Mr. Chairman, Board of Governors, Principals of both Junior and Senior schools, Staff, Pupils, distinguished Ladies and Gentlemen, let me express profound appreciation to you all for joining the St. Helena Secondary School to celebrate its 114th Foundation Day. I’m deeply honoured to have been invited to serve as the Keynote Speaker on this auspicious occasion.

This school, founded in 1908 by missionaries from the African Methodist Episcopal Mission-AME of the United States of America, remains a key player in developing Sierra Leone’s human resource basin. Here is a brief history:  First, situated at Wellington Street, Freetown, St. Helena AME Seminary was only catering for students doing theology and, at the time, started with a group of 35 students. Due to the huge demand for admission, the school was moved to Pademba Road and later to Africanus Kissy in 1954. 

As I look at the Principals and Staff, I can see sacrifices and hard work. Looking at the Pupils, I can see a thirst for knowledge and an eagerness for the unknown. And as I look at the parents and guardians, all I can see are the struggles of my parents—making sacrifices so that I, standing here before you all, would taste the fruits of education. Education is a process in which the Principal, teachers, pupils and the parents and guardians are all interconnected.

Though it is an interconnected process, it takes hard work, self-discipline, and honesty for a pupil to achieve greatness. We cannot achieve excellence by cutting corners, and we cannot achieve greatness through dishonest means. And we cannot achieve greatness by being lazy. Great people have achieved their statuses through a combination of those factors highlighted earlier.

Mr. Chairman, Board of Governors, Principal, Staff, Pupils, distinguished Ladies and Gentlemen, let me now go to the thrust of my address here today. The topic I want to talk about is: “Achieving greatness through hard work”. Though I humbly regard myself as a work in progress to achieve greatness, I will use myself as a watered-down example of how greatness could be achieved through hard work.

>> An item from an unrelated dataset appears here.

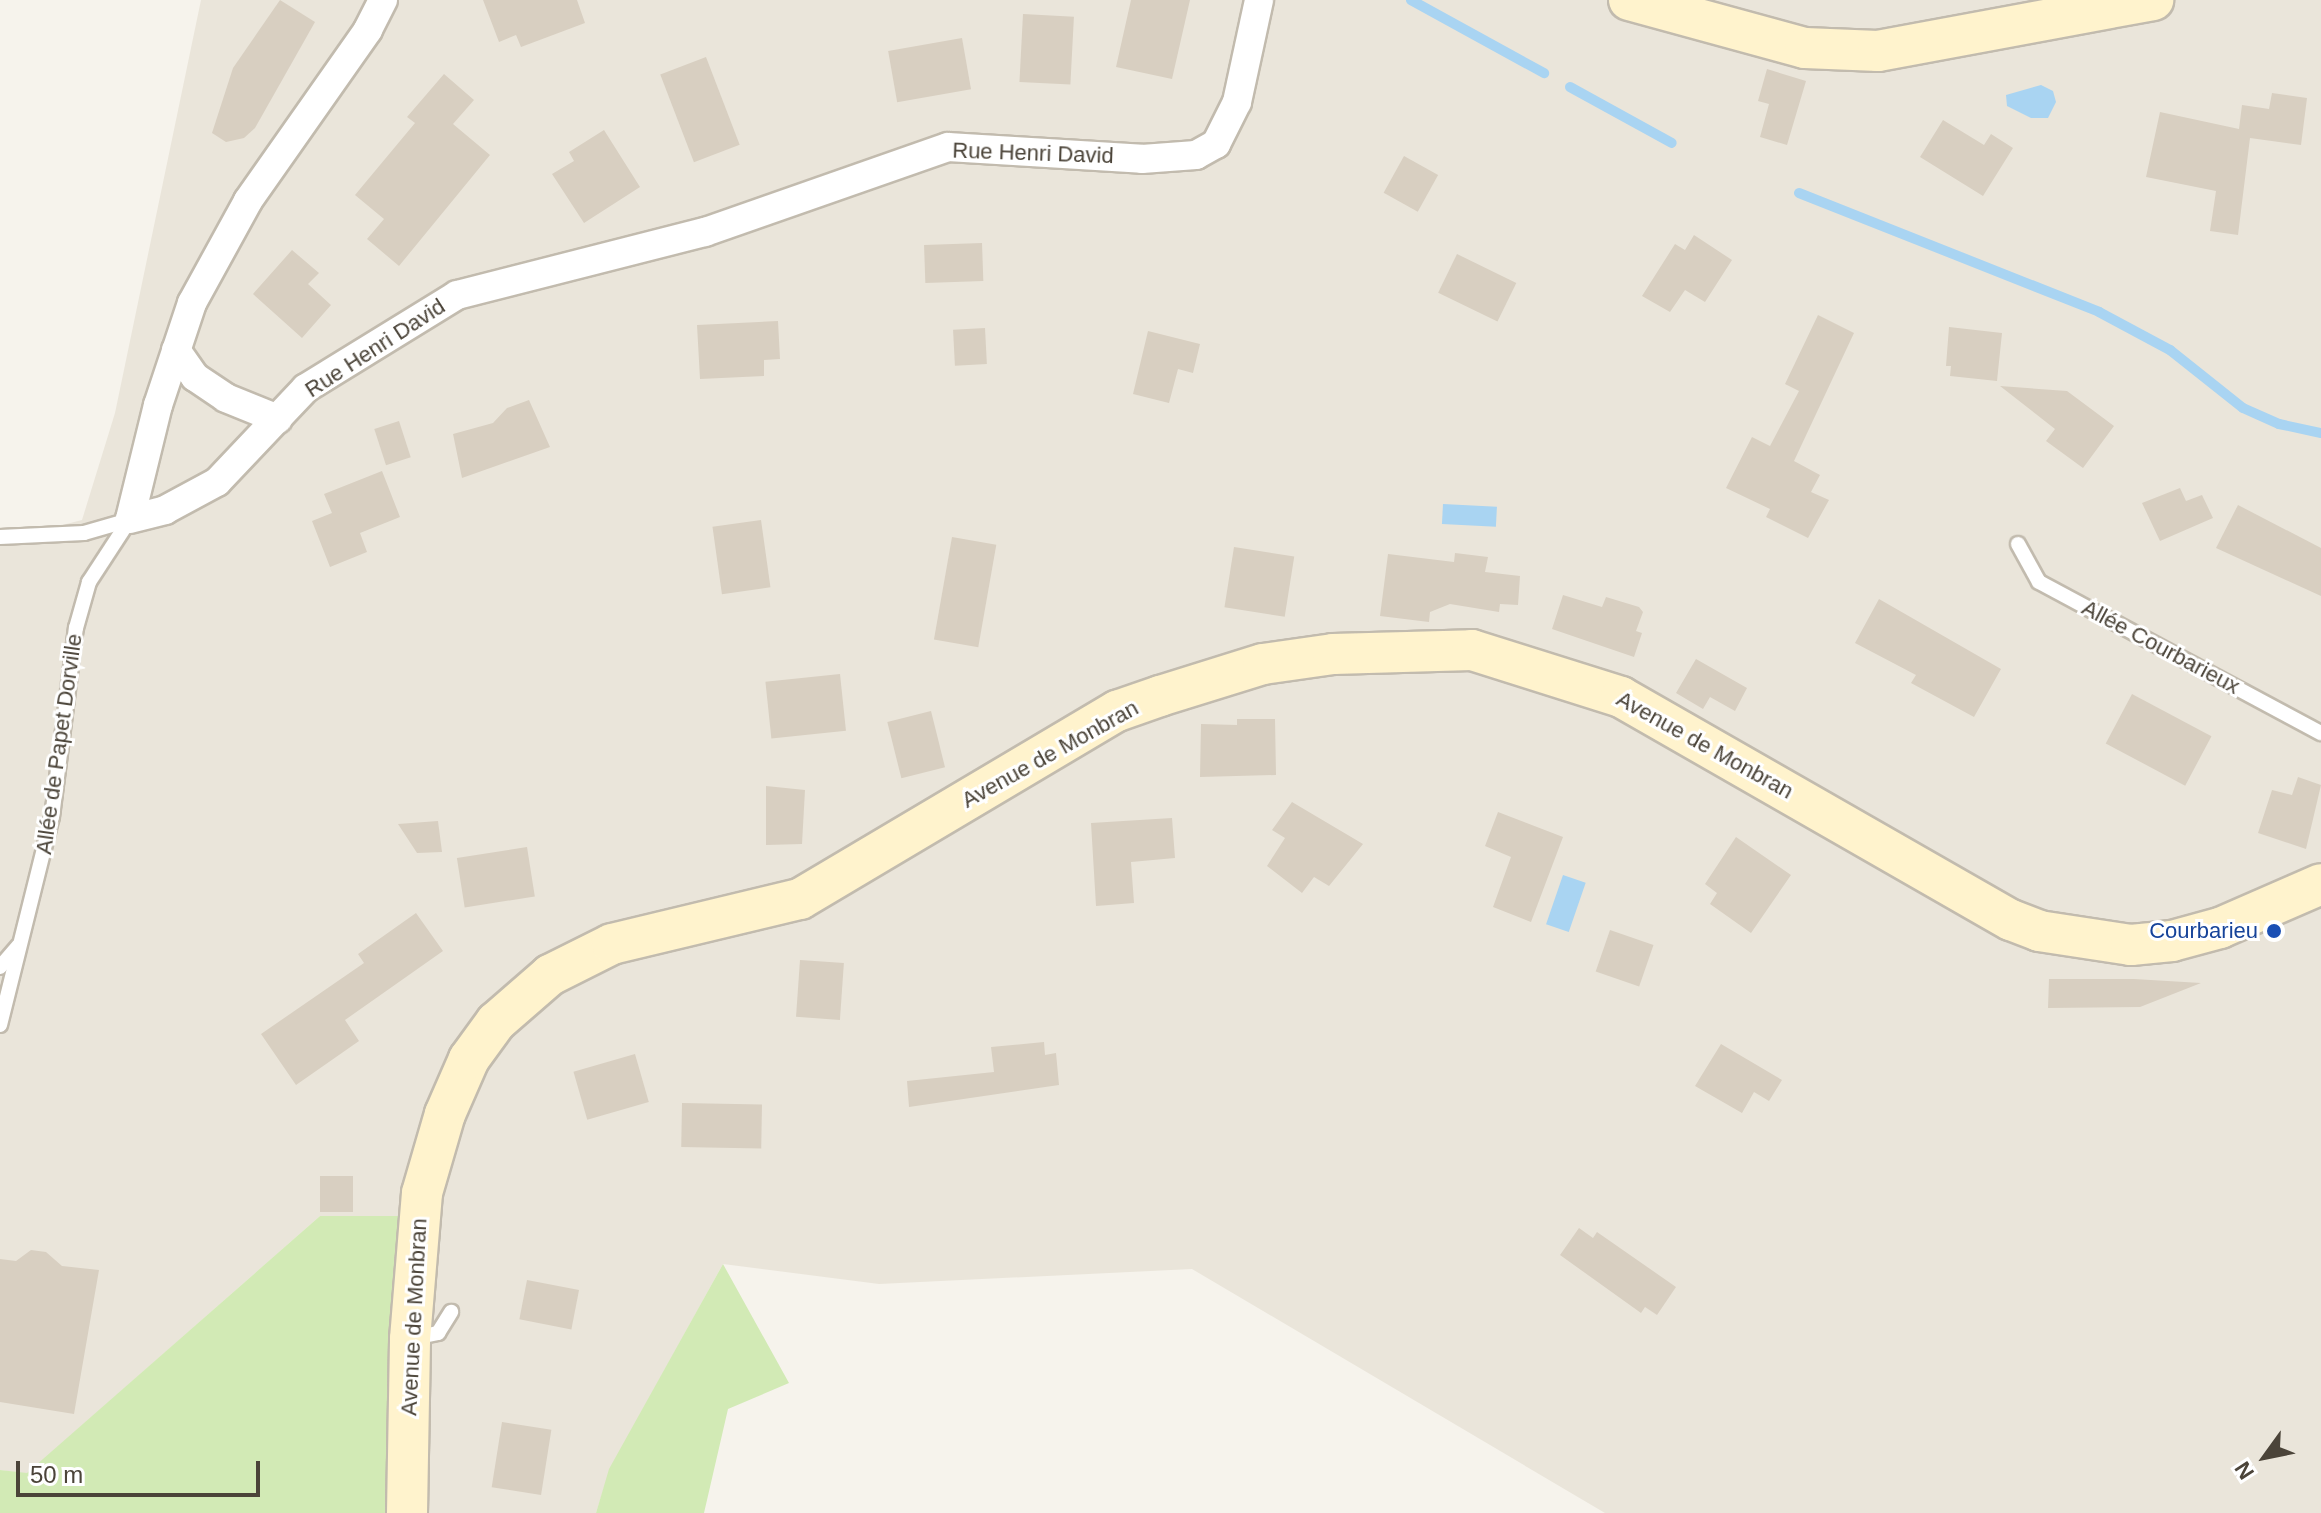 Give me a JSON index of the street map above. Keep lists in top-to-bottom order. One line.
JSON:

It all started when I arrived in Freetown from the provinces in 1999 as an Internally Displaced Person. I had some difficult moments staying with relatives. Life wasn’t that easy, sometimes having to do menial jobs just to survive. I sat to the Basic Education Certificate Examination in 2000, and by 2001, I was enrolled at St. Helena AME Secondary School.

I have good memories of the late Oladipo Venn as Principal. He was a strict person, one who helped shape our future. OHB Venn was our Government teacher at the same time. His book, Essentials of Government, largely prepared many pupils to know the rudiments of governance. Another teacher Mr. James Turay, now in the USA, was more than a History teacher, and he was a friend of most of his pupils. I still recall how sometimes, I would come to school hungry and bump into a cookery stall just next to the school gate, searching for food.

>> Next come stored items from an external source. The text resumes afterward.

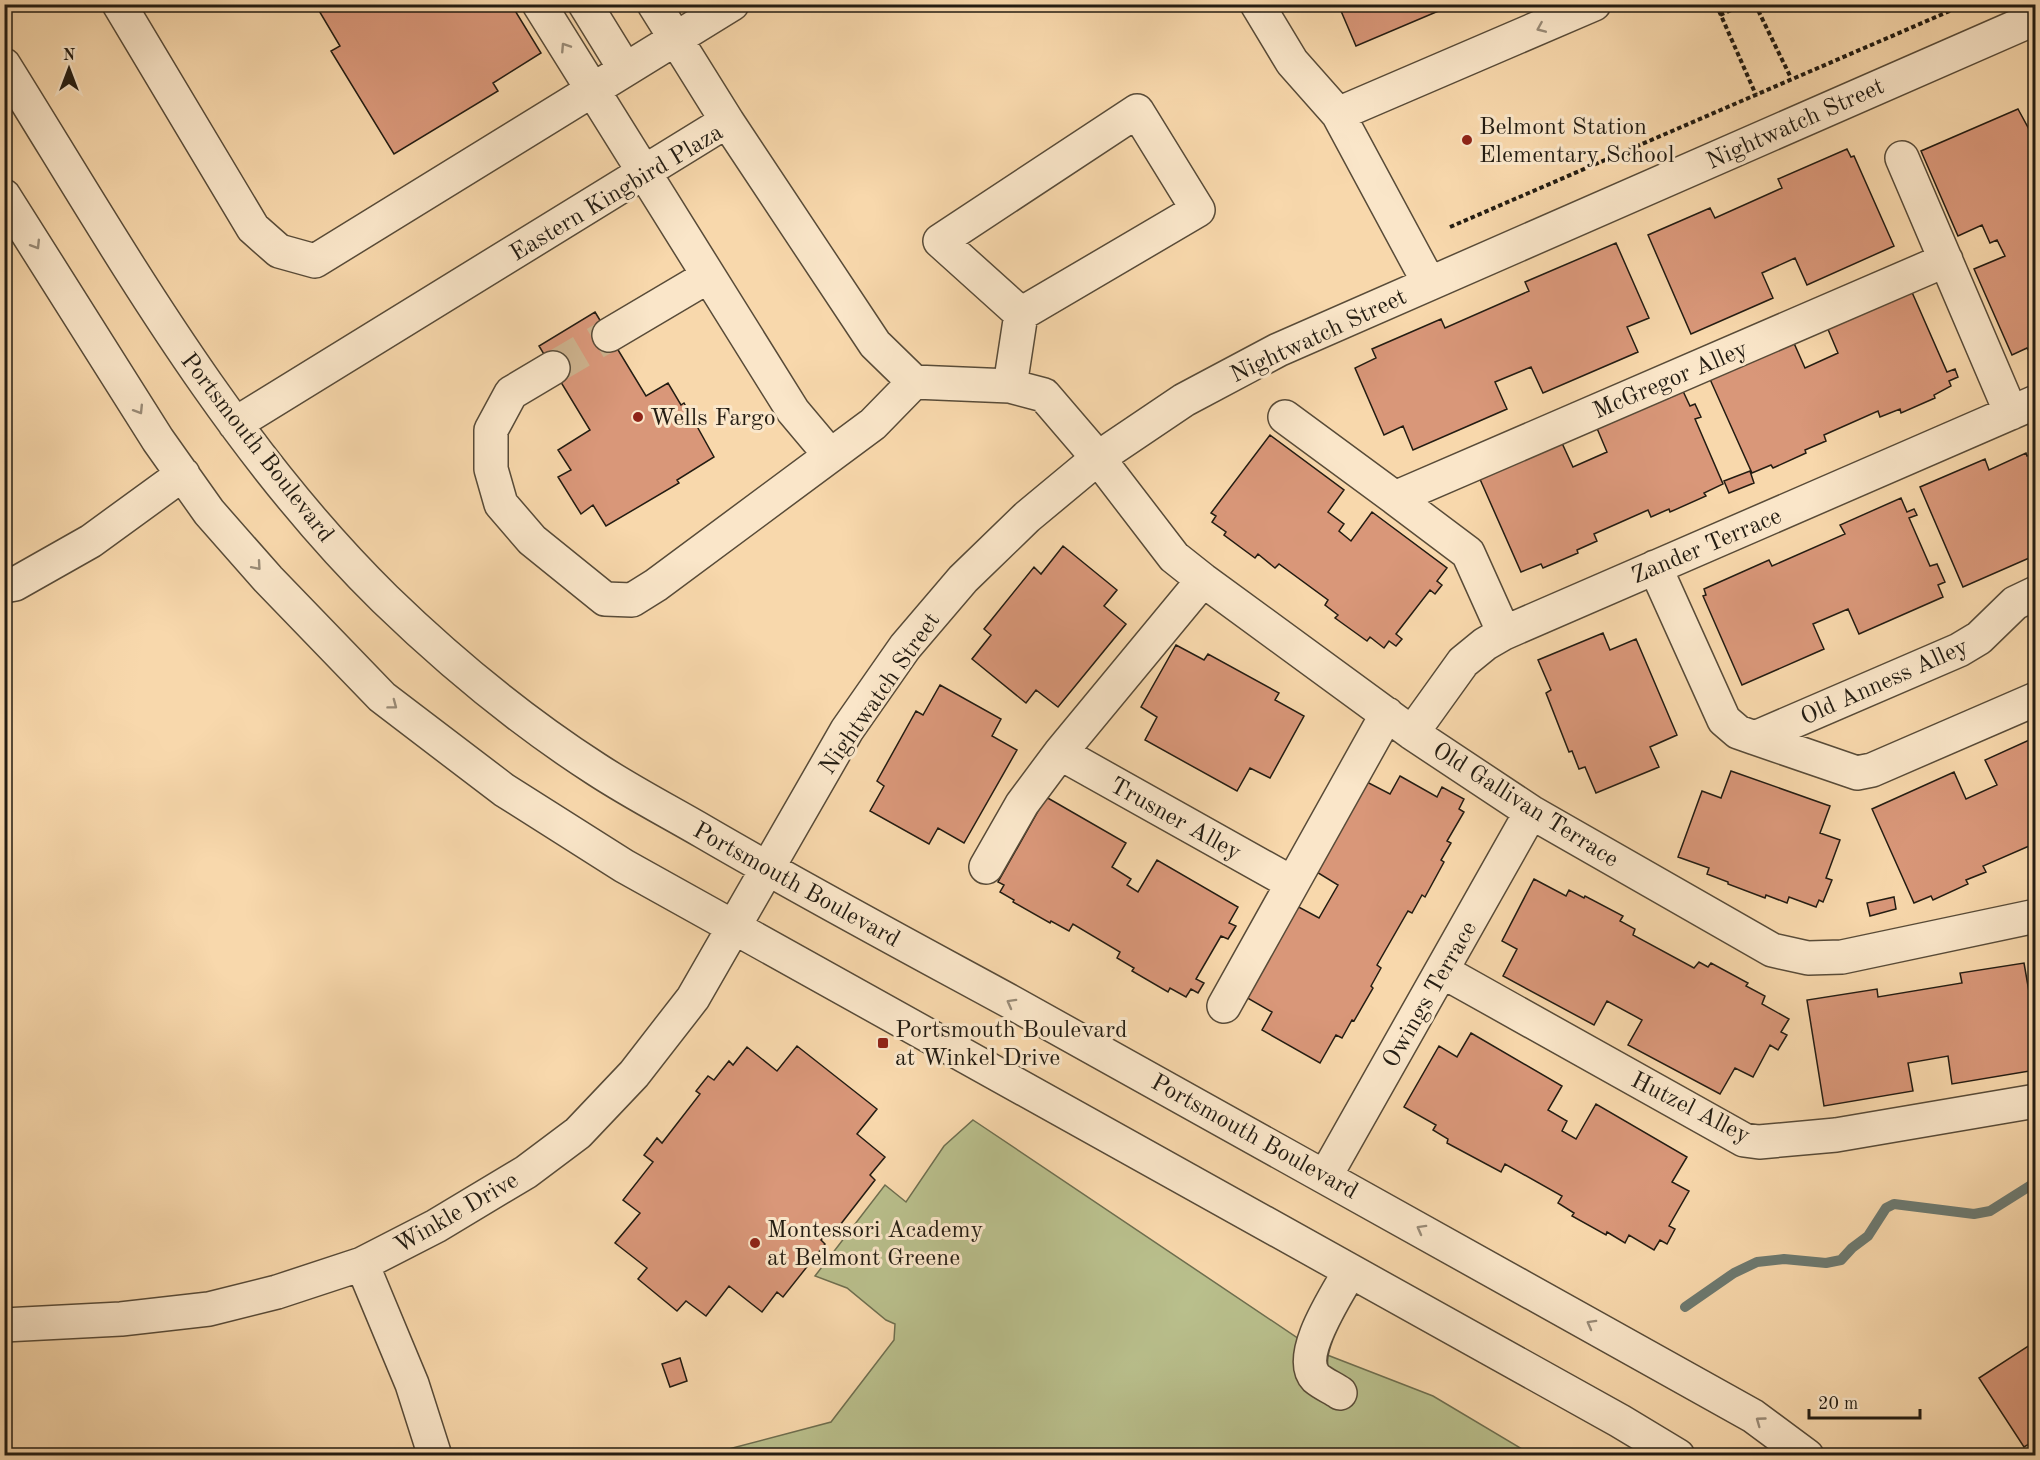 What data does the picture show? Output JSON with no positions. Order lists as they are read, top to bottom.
{
  "streets": {
    "street": [
      "Nightwatch Street",
      "Eastern Kingbird Plaza",
      "McGregor Alley",
      "Portsmouth Boulevard",
      "Zander Terrace",
      "Old Anness Alley",
      "Old Gallivan Terrace",
      "Trusner Alley",
      "Owings Terrace",
      "Hutzel Alley",
      "Winkle Drive"
    ]
  },
  "crossings": [
    ["Nightwatch Street", "Portsmouth Boulevard"],
    ["Nightwatch Street", "Old Gallivan Terrace"],
    ["Nightwatch Street", "Winkle Drive"],
    ["Eastern Kingbird Plaza", "Portsmouth Boulevard"],
    ["Portsmouth Boulevard", "Owings Terrace"],
    ["Portsmouth Boulevard", "Winkle Drive"],
    ["Zander Terrace", "Old Anness Alley"],
    ["Zander Terrace", "Old Gallivan Terrace"],
    ["Old Gallivan Terrace", "Owings Terrace"],
    ["Owings Terrace", "Hutzel Alley"]
  ],
  "places": {
    "other": ["Belmont Station Elementary School", "Wells Fargo", "Montessori Academy at Belmont Greene"],
    "transit": ["Portsmouth Boulevard at Winkel Drive"]
  },
  "scale_bar": "20 m",
  "north": "top"
}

Notwithstanding all of these challenging moments during my days here, 2001-2003, I also served as Senior Prefect, and you all know what that means. You have to be intelligent and hardworking. I wasn’t the poorest of the poor, given the difficulties I was going through, but I knew what it meant growing up in an environment of over 15 others—going to school, sometimes, on an empty stomach.

But that never killed my determination to pursue education. So, when I became Senior Prefect, it was more about hard work than my background. And by 2003, when, together with others, I sat to the West African Senior School Examinations, I was among the very few who got university requirements to pursue higher education. But it was during my days here, I realized that one needs not attend a Grade A school to gain admission into the university or be productive in society. Life at St. Helena taught me different lessons. And one of those lessons is hard work. And let me give you a few reasons why hard work is the key to achieving greatness.

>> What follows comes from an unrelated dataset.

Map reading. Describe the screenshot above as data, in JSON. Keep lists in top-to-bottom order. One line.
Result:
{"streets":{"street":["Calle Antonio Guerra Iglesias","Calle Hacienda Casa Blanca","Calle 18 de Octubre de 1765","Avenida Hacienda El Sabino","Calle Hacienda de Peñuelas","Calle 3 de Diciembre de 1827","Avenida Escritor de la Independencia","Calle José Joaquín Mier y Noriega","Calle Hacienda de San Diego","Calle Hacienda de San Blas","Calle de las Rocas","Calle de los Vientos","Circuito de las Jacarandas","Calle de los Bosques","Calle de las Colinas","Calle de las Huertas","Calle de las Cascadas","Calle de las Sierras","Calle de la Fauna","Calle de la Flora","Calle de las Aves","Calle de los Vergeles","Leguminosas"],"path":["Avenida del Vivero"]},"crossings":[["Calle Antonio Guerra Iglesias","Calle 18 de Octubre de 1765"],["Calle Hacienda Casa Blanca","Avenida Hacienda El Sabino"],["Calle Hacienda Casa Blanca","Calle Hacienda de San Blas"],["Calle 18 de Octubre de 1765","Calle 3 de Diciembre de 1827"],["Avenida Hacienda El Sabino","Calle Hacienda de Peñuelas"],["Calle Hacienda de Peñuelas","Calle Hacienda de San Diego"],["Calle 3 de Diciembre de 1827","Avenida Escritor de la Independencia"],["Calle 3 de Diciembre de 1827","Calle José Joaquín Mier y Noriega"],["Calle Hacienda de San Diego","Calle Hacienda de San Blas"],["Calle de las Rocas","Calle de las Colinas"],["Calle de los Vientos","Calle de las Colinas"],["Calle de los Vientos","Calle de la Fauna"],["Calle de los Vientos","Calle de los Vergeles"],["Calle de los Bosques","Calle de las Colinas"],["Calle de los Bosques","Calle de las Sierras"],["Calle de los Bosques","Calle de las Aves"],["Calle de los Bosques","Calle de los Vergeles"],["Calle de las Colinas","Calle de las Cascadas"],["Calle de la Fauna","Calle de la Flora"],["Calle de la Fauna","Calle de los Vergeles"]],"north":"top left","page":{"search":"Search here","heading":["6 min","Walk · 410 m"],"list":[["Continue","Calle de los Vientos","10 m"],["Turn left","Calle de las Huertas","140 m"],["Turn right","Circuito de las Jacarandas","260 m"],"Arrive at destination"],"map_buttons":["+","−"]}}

Firstly, hard work helps you build discipline. At the beginning of your journey, you aren’t ready to handle the success and all the responsibilities that come together with it. But earning it with sweat and sacrifices prepares you for that. For example, successful business people in Sierra Leone wouldn’t have been able to manage people effectively, run a big company, organize their time well and work with big sums of money if they hadn’t started from anything and earned the chance to get to every next step.

Because of hard work, ex-pupils like Justice Ivan Ansumana Sesay-Justice of the Court of Appeal and Chairman of Legal Aid Board, James D. Rogers- former Bank Governor and current Chairman, Board of Directors Sierra Leone Commercial Bank, Sarah Bendu- former Executive Director-Sierra Leone Roads Safety Authority, Professor Abdul Mansaray-former Principal, Njala University, ACP Brima Kamara- Head of Media at the Sierra Leone Police and Alfred Kamanda- current Financial Consultant at Statistics Sierra Leone and president of the alumina Association have all, among others  achieved greatness in a very modest way and are contributing to national development. So the hard work, together with the time it takes, is a must on your journey to success, and it makes you who you have to turn into to live the better life that’s awaiting you.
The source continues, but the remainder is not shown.